Di dalam rumah terasa sejuk. Setiap ruangan memiliki pendingin ruangan tersendiri dan di dalam rumah itu ada seorang pria dan dua wanita yang sepertinya seumuran dengan Mas Lukman.
“Jaka, perkenalkan ini Mas David, Mbak Ine dan Mbak Melli,” Mas Lukman memperkenalkan satu per satu temannya.Aku menyalami satu per satu teman Mas Lukman dan duduk di sofa.
“Mas dan mbak-mbak ini udah nungguin kamu. Saya kira kamu enggak bakalan datang,” kata Mas Lukman.
“Memangnya ada apa, Mas?” tanyaku tidak mengerti.
“Saya udah memberitahu mereka tentang suara kamu yang bagus. Kami berempat ini tergabung di dalam satu band, namanya The Cube,” jawab Mas Lukman.Aku masih tidak mengerti.
“Kami hanya bermain musik instrumental. Jadi tidak ada yang nyanyi. Permainan musik kami berbeda, jadi kami membutuhkan vokal yang berbeda juga. Nah, waktu saya jumpa kamu saya merasakan bahwa suara kamu cocok untuk vokal kami,” lanjut Mas Lukman.
“Jadi intinya, kami ingin merekrut kamu sebagai vokalis kami. Kami sudah rekaman instrumen, tapi belum untuk vokal,” Mas David menyambung penjelasan Mas Lukman.
“Jadi—jadi saya jadi vokalis, gitu?” tanyaku tidak percaya.
“Iya,” jawab Mbak Ine singkat sambil membetulkan topi yang ia pakai.
“Ngomong-ngomong, coba kamu nyanyi deh. Kami pengen dengar suara kamu,” lanjutnya disambut anggukan setuju dari Mbak Melli dan Mas David.
“Er—oke,” jawabku sambil menarik gitarku yang berada di samping sofa.Aku mulai memetik gitarku.
“Ku buka—tunggu Mas, Mbak.Saya agak grogi,” kataku menghentikan lagu. Mbak Ine tertawa kecil sementara lainnya cengengesan. Aku tertawa malu, dan kemudian kembali memetik gitar dan bernyanyi dengan tenang.
“Bagus.Luar biasa suaramu,” puji Mas David.
“Tidak salah kau bawa dia, Man,” kata Mbak Ine.
“Nah, kalau begitu, tinggal tunggu apa lagi? Dia cocokkan?” tanya Mas Lukman.
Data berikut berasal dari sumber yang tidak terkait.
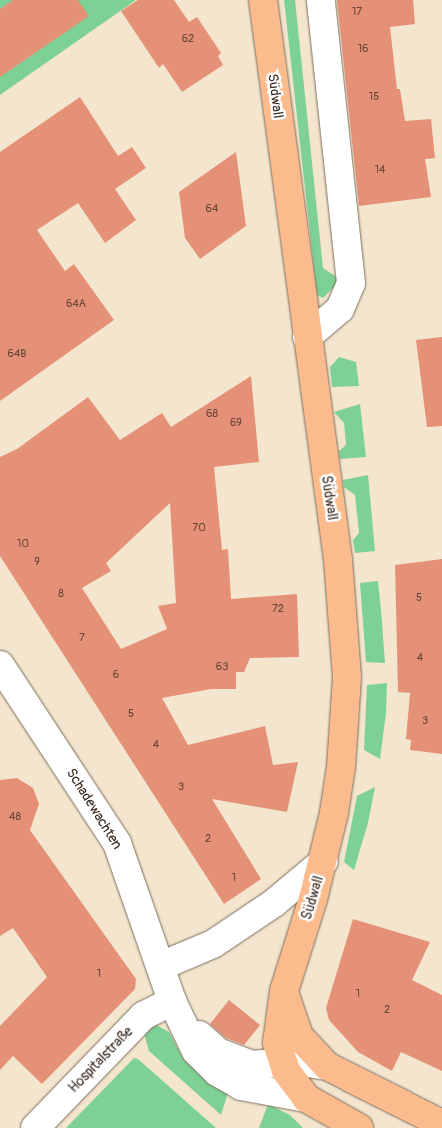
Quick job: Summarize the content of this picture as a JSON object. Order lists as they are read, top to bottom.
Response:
{
  "streets": {
    "main road": ["Südwall"],
    "street": ["Schadewachten", "Hospitalstraße"]
  },
  "crossings": [
    ["Südwall", "Schadewachten"],
    ["Schadewachten", "Hospitalstraße"]
  ],
  "house_numbers": [
    "17",
    "62",
    "16",
    "15",
    "14",
    "64",
    "64A",
    "64B",
    "68",
    "69",
    "70",
    "10",
    "9",
    "8",
    "5",
    "72",
    "7",
    "4",
    "63",
    "6",
    "5",
    "3",
    "4",
    "3",
    "48",
    "2",
    "1",
    "1",
    "1",
    "2"
  ]
}
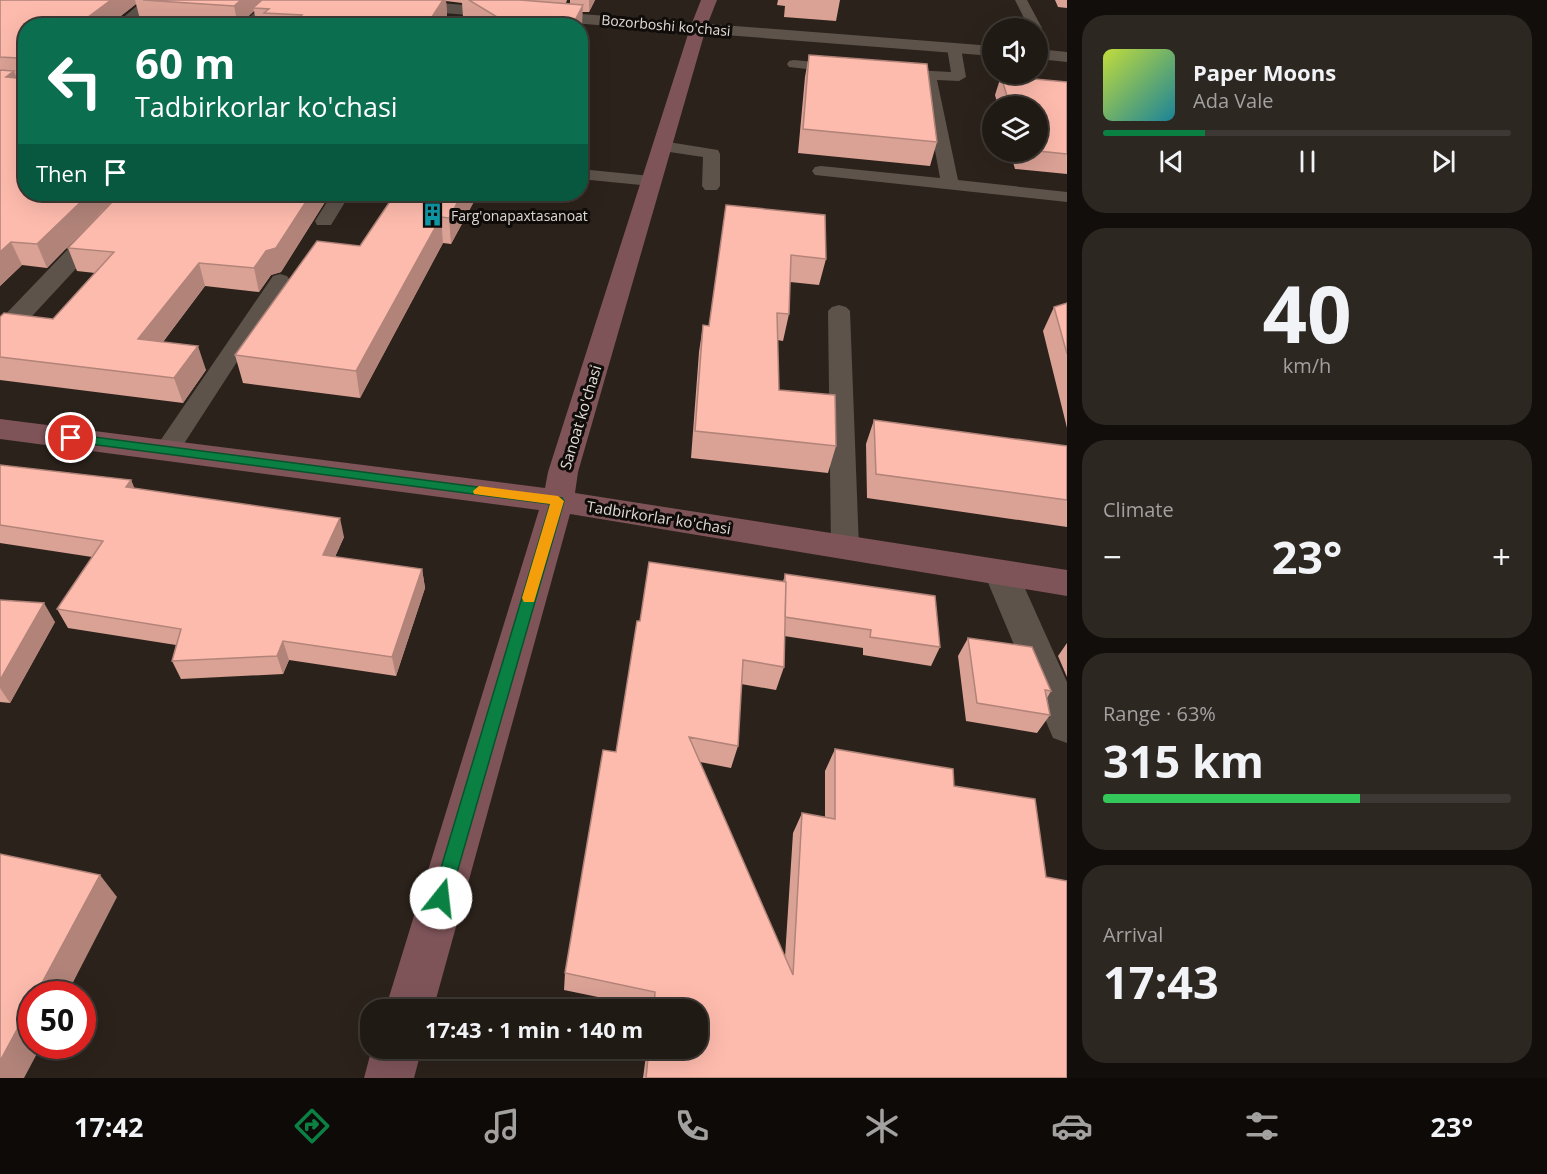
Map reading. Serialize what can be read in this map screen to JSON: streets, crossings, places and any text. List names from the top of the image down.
{
  "streets": {
    "main road": ["Sanoat ko'chasi", "Tadbirkorlar ko'chasi"],
    "street": ["Bozorboshi ko'chasi"]
  },
  "crossings": [
    ["Bozorboshi ko'chasi", "Sanoat ko'chasi"],
    ["Sanoat ko'chasi", "Tadbirkorlar ko'chasi"]
  ],
  "places": {
    "building": ["Farg'onapaxtasanoat"]
  },
  "page": {
    "turn": ["60 m", "Tadbirkorlar ko'chasi"],
    "song": ["Paper Moons", "Ada Vale"],
    "then": "Then",
    "tile": [
      ["40", "km/h"],
      "Climate",
      ["Range · 63%", "315 km"],
      ["Arrival", "17:43"]
    ],
    "heat": ["−", "23°", "+"],
    "limit": "50",
    "trip": "17:43 · 1 min · 140 m",
    "tabs": ["17:42", "23°"]
  }
}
“Cocok, cocok!” jawab Mas David bersamaan dengan Mbak Ine dan Mbak Melli.
***
Seminggu sudah berlalu. Selama seminggu itu aku telah masuk dapur rekaman lebih dari jumlah hari dalam seminggu. Produser band The Cube tidak menyangka dengan hasil yang sangat cepat ini dan mereka siap untuk meluncurkan album itu ke pasaran.
Dalam waktu sebulan, aku telah dikenal orang banyak, bersama dengan Mas Lukman, Mas David, Mbak Ine dan Mbak Melli. Ayahku kembali memiliki rasa semangat dalam hidupnya, dan beliau berkata bahwa aku mewarisi suara ibu, suatu hal yang selama ini tidak pernah kuketahui. Bu Juni bangga terhadapku, yang berhasil melawan kekurangan yang kumiliki, juga seluruh teman-temanku yang turut bangga dan bahagia akanku, terutama Wanda yang sangat baik kepadaku.Bahkan Inu yang juga semakin akrab denganku. Inilah aku, walau dengan kekuranganku.Inilah aku dan cita-citaku.